To do: In the listing below, find each line holding "casing" and copy it.
(Beginning of Dataset)
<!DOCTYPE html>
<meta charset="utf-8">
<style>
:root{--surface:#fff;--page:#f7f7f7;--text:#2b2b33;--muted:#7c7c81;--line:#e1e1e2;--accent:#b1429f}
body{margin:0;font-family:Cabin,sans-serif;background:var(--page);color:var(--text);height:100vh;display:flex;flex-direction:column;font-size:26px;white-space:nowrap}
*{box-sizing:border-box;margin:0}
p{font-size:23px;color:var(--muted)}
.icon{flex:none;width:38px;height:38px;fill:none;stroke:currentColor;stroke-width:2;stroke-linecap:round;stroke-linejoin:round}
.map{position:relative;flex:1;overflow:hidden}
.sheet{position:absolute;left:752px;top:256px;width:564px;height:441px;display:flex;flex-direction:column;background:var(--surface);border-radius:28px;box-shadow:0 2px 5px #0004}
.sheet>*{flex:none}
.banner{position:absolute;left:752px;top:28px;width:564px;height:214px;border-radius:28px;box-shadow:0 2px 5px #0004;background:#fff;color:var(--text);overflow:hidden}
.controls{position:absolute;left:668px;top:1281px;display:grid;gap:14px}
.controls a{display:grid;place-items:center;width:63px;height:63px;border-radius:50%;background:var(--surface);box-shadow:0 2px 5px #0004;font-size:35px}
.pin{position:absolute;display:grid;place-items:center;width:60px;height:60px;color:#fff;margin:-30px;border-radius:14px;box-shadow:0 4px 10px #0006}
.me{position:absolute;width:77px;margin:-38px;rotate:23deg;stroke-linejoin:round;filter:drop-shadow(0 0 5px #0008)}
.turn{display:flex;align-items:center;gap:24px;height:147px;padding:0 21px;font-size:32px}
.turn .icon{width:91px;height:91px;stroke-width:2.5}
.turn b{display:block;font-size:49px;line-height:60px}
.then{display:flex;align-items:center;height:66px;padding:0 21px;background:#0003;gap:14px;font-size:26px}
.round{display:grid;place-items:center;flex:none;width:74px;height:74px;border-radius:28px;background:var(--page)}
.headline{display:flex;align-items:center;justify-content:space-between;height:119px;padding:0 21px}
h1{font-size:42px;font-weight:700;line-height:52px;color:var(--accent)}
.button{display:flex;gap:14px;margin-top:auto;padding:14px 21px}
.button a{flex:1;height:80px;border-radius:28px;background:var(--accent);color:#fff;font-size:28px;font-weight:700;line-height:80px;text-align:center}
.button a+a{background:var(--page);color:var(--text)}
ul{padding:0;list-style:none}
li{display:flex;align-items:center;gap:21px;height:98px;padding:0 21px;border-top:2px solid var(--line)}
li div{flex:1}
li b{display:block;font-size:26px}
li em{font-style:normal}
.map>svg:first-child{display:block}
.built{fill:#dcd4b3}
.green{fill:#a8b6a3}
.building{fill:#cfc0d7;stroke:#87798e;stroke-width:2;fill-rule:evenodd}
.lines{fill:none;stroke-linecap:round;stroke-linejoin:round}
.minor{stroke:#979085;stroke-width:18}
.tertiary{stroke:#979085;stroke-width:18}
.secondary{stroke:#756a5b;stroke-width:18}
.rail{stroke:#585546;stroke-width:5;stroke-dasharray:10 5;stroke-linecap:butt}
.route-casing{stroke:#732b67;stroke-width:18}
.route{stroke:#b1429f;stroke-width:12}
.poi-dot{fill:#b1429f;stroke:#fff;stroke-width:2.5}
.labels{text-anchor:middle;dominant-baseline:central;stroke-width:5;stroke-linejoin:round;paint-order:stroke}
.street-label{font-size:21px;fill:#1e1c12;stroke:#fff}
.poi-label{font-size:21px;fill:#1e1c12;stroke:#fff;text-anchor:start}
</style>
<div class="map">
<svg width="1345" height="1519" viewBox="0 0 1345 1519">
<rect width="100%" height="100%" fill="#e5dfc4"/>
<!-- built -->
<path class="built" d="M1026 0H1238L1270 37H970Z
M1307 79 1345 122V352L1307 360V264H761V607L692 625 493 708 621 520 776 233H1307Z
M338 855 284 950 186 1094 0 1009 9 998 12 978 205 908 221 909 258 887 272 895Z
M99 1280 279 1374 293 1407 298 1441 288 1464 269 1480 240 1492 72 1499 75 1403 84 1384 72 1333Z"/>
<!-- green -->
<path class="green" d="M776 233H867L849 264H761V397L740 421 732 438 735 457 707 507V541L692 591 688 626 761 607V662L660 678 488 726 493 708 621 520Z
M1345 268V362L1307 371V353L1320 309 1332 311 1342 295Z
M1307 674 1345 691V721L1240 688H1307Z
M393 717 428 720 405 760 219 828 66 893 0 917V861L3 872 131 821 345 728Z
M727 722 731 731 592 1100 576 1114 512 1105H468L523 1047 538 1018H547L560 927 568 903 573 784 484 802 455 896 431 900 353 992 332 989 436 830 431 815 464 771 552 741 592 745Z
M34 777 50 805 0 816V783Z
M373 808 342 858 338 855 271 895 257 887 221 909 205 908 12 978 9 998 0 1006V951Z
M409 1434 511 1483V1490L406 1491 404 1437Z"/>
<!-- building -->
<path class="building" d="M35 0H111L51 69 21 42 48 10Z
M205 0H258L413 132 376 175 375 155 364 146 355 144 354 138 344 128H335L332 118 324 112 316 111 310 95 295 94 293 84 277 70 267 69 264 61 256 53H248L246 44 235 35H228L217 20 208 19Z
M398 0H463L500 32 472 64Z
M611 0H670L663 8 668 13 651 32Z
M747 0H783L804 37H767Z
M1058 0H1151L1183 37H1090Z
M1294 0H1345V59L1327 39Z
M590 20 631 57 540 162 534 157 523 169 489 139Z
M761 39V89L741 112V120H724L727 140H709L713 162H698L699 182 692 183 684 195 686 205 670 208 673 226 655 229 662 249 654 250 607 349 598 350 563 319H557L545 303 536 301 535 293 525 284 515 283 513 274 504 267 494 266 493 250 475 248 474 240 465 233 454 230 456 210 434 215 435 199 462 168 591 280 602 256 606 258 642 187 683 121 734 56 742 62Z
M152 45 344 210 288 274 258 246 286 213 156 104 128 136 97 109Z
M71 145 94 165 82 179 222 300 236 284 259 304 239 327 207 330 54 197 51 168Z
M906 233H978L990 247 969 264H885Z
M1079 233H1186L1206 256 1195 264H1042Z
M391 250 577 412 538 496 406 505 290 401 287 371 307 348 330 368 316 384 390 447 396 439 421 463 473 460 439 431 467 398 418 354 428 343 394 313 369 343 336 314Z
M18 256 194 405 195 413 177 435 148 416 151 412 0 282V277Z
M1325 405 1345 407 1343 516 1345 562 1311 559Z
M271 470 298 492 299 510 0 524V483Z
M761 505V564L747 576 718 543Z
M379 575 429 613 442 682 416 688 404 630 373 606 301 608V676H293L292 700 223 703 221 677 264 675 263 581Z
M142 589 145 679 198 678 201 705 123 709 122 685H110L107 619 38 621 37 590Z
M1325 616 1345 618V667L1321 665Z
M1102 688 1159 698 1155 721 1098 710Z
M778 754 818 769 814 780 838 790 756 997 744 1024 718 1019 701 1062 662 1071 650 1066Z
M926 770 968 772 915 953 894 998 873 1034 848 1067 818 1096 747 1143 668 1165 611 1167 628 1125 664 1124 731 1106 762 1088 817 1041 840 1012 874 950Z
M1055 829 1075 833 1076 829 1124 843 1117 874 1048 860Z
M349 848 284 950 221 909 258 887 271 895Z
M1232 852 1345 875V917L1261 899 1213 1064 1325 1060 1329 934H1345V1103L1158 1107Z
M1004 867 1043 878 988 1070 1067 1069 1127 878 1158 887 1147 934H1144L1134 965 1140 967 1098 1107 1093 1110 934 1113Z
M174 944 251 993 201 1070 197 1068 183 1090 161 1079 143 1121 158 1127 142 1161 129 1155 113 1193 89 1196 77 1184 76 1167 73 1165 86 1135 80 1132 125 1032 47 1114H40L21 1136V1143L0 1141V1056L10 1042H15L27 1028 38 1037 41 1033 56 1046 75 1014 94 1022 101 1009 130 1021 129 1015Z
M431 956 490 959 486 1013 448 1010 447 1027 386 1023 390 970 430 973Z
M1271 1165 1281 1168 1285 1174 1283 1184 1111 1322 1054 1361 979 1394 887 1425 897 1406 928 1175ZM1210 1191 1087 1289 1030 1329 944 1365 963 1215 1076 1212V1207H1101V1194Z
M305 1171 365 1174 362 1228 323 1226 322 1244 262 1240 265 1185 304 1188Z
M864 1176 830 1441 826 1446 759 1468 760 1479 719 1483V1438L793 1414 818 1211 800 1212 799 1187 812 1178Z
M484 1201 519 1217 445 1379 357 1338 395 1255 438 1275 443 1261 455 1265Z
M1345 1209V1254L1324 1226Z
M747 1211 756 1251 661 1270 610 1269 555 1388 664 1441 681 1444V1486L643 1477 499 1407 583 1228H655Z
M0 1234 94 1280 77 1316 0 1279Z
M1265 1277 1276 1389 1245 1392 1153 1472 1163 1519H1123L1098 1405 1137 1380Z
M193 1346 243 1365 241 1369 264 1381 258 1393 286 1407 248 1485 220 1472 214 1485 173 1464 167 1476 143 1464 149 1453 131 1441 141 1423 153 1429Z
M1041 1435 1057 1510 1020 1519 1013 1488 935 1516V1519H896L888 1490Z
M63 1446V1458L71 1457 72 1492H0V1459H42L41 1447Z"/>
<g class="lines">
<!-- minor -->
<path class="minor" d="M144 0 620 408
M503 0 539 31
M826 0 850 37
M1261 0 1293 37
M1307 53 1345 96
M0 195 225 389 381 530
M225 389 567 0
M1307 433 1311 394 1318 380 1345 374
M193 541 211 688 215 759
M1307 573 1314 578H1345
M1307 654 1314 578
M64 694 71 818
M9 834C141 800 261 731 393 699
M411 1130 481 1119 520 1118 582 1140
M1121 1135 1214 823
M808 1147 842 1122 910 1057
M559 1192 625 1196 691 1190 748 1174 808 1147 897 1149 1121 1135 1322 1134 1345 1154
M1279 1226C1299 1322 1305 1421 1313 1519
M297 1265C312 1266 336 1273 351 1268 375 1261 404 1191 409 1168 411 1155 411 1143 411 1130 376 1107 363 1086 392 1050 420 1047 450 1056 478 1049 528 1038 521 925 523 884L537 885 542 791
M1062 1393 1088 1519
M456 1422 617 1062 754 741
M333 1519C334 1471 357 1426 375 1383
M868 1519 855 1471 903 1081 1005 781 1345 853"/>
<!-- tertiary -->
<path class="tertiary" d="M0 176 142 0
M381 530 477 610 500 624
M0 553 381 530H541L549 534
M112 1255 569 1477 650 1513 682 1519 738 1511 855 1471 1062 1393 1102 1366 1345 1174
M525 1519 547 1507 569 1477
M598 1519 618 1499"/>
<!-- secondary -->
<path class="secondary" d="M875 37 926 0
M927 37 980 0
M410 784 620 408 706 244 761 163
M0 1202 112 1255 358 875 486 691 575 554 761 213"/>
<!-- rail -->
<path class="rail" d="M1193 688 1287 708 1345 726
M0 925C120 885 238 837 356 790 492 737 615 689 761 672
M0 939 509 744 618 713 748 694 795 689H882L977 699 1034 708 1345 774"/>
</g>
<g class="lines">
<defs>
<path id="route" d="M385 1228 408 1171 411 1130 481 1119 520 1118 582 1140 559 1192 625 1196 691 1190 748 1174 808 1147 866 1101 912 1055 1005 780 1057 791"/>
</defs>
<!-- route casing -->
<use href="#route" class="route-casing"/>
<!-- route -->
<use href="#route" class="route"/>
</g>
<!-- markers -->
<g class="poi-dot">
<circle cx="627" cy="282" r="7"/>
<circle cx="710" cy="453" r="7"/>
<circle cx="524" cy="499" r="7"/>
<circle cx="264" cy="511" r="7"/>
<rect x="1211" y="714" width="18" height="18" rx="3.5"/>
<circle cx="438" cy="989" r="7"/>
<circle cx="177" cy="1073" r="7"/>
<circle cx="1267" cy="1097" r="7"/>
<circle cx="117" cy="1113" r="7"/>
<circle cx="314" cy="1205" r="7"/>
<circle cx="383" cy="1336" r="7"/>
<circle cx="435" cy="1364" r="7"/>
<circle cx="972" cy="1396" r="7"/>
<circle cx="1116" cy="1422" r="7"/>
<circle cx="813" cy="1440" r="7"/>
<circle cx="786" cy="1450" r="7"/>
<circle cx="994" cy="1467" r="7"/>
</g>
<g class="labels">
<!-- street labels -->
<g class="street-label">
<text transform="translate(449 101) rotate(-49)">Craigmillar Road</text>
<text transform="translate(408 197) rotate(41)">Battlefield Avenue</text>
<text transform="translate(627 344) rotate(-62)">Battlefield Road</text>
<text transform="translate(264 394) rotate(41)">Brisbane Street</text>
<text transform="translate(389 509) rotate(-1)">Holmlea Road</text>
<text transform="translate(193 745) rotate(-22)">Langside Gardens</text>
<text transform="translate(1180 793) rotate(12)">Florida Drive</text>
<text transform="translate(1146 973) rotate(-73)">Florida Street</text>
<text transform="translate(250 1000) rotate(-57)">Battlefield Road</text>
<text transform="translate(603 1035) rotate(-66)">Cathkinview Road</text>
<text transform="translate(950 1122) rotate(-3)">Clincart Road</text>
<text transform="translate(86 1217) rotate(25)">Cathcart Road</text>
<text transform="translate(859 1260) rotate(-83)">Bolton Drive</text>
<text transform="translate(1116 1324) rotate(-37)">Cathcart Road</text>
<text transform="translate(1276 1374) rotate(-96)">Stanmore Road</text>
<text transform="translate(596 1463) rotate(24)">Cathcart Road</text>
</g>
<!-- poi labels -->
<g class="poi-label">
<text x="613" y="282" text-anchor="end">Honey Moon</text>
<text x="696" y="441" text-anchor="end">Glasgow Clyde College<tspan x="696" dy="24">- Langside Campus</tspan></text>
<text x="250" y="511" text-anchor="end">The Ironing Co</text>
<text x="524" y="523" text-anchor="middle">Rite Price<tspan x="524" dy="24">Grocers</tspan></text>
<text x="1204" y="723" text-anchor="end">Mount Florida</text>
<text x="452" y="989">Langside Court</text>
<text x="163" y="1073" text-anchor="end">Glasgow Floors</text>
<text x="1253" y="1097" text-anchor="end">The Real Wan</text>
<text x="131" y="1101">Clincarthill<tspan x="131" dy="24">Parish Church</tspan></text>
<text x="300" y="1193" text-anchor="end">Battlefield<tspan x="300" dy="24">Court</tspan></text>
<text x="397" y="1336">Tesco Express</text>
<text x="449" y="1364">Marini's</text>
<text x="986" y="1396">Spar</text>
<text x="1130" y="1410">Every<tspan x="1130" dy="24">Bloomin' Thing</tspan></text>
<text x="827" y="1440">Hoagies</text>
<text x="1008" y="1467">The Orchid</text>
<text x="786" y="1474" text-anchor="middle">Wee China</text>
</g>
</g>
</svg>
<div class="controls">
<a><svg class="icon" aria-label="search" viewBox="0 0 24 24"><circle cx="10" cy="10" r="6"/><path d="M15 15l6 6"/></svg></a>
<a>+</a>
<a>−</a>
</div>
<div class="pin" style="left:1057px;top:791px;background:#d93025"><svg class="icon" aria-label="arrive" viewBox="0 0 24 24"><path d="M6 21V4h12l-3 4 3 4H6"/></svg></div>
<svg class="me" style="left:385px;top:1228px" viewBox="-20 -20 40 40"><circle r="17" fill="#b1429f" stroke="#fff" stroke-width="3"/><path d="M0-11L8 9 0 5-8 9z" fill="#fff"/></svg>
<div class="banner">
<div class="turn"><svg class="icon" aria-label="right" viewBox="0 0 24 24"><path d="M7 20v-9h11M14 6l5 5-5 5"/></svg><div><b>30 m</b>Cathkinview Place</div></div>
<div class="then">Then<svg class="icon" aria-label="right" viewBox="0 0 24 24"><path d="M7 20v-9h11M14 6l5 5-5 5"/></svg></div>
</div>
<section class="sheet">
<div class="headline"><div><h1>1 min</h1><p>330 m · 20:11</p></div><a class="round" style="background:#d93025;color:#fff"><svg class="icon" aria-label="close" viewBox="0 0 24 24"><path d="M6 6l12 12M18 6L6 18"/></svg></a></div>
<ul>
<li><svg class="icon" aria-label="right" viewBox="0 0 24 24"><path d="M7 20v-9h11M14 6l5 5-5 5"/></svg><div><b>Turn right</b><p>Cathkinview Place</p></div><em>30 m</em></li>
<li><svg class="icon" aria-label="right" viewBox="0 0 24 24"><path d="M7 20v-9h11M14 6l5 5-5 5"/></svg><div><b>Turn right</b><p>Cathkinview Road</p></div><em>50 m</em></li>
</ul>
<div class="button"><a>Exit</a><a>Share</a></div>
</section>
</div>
(End of Dataset)
Exercise answer:
.route-casing{stroke:#732b67;stroke-width:18}
<!-- route casing -->
<use href="#route" class="route-casing"/>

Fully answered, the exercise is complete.